FIEL DEL LENGUAJE

Fiel del lenguaje 43/ ¡A ver qué hacer con haber!

Cuidar el lenguaje es también un modo de salvar la cultura en que la nación tiene alma y escudo. Una actitud acrítica en ese frente equivale al abandono de una trinchera. Quizás el título haga que alguien recuerde con estupor escrituras erráticas, que habrá visto, sin excluir lindezas tipo “Aber que haser con aver”. Se dirá que semejantes extremos se dan solo en personas de casi nula instrucción, o irresponsables, y en las redes sociales. ¡Ojalá! Pero en ningún caso abreviaturas como xq en vez de porque se comparan con dislates e invenciones que hacen incomprensible la escritura.

Si no es verídica, es verosímil la anécdota de la dama que rechazó a un enamorado porque en una carta la llamó “mi corason”. Ignorancia o descuido, el pretendiente pagó su error. Merecen respeto bailarines y bailarinas que caminan en la calle poniendo sumo cuidado, y cantantes que hablan articulando y colocando la voz de modo que, los primeros, los pies les respondan bien cuando bailan en el escenario y, los segundos, el canto les salga como debe salirles. Para quien escribe responsablemente, la escritura equivale a los pies del bailarín y a la voz del cantante.

Pero si bailar y cantar en escenarios son actos de profesionales y de buenos aficionados —para estos se ha usado el vocablo francés amateurs (amadores), para expresar que aman lo que hacen—, hablar es una de las facultades que, sin discriminar ocupaciones, ubican en la cúspide de la evolución animal a los seres humanos, aunque estos no siempre muestren igual altura en el plano ético y en cualidades como la bondad. Nada debe hacerles olvidar que el lenguaje merece cuidarse para que cumpla bien sus funciones, no solo comunicar, que no es poco, sino también expresar valores, sentimientos, conducta, manera de ser.

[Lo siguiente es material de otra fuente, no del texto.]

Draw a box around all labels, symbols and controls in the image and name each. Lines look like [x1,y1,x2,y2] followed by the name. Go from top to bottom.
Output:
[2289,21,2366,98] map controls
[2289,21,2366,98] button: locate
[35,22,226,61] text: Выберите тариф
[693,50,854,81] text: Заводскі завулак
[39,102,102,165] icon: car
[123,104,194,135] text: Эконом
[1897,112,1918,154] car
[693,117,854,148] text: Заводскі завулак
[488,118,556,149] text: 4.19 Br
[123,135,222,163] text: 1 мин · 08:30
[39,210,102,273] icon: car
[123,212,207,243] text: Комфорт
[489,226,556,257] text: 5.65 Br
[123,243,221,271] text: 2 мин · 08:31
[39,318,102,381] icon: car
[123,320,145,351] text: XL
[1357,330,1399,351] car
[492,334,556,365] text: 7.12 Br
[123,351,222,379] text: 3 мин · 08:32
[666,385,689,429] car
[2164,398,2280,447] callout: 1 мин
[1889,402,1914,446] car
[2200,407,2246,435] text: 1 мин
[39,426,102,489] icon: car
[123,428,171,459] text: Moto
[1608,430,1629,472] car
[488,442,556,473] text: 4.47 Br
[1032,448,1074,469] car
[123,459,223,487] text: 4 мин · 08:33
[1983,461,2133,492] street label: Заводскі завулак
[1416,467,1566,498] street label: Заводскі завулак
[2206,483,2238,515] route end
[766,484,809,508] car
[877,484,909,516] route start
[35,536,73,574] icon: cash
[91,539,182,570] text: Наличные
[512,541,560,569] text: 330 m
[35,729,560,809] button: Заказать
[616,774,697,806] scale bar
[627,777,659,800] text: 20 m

Una colega reacciona ante la noticia sobre pacientes que, “por no ser camillables, se trasladan en gacelas”. Seguramente agradecerán ser gacelables, no camellables —¡el valor de una vocal!—, y la frase citada, que Góngora y Zumbado no desdeñarían, resulta más comprensible y orgánica que baños podálicos para la desinfección de la suela de los zapatos. Aparte de que no sustituye ningún vocablo orgánico —como aperturar, que usurpa el territorio de abrir—, según lo apreciado en la televisión camillable parece de origen ingenuo, no fruto de la “magia” que deja mal parados a profesionales. Súmese que camillable hace recordar el sugerente adjetivo acostable.

A un lector le sabe extraña la información de que ha habido personas multadas por incurrir en “desuso del nasobuco”. Los nexos lexicales que pudieran reunirse no borran que desuso concierne a una costumbre o práctica —un uso— que se ha perdido, que ha sido abandonada o pasó de moda. Polainas y miriñaques estarán en desuso; pero, con la pandemia, el nasobuco, que —salvo en procedimientos médicos y en otras latitudes—no se usaba, ha devenido cotidiano y es obligatorio. Al hablar aquí de procedimientos médicos no se añade “y estomatológicos”, para no validar el olvido de que un estomatólogo es también un médico.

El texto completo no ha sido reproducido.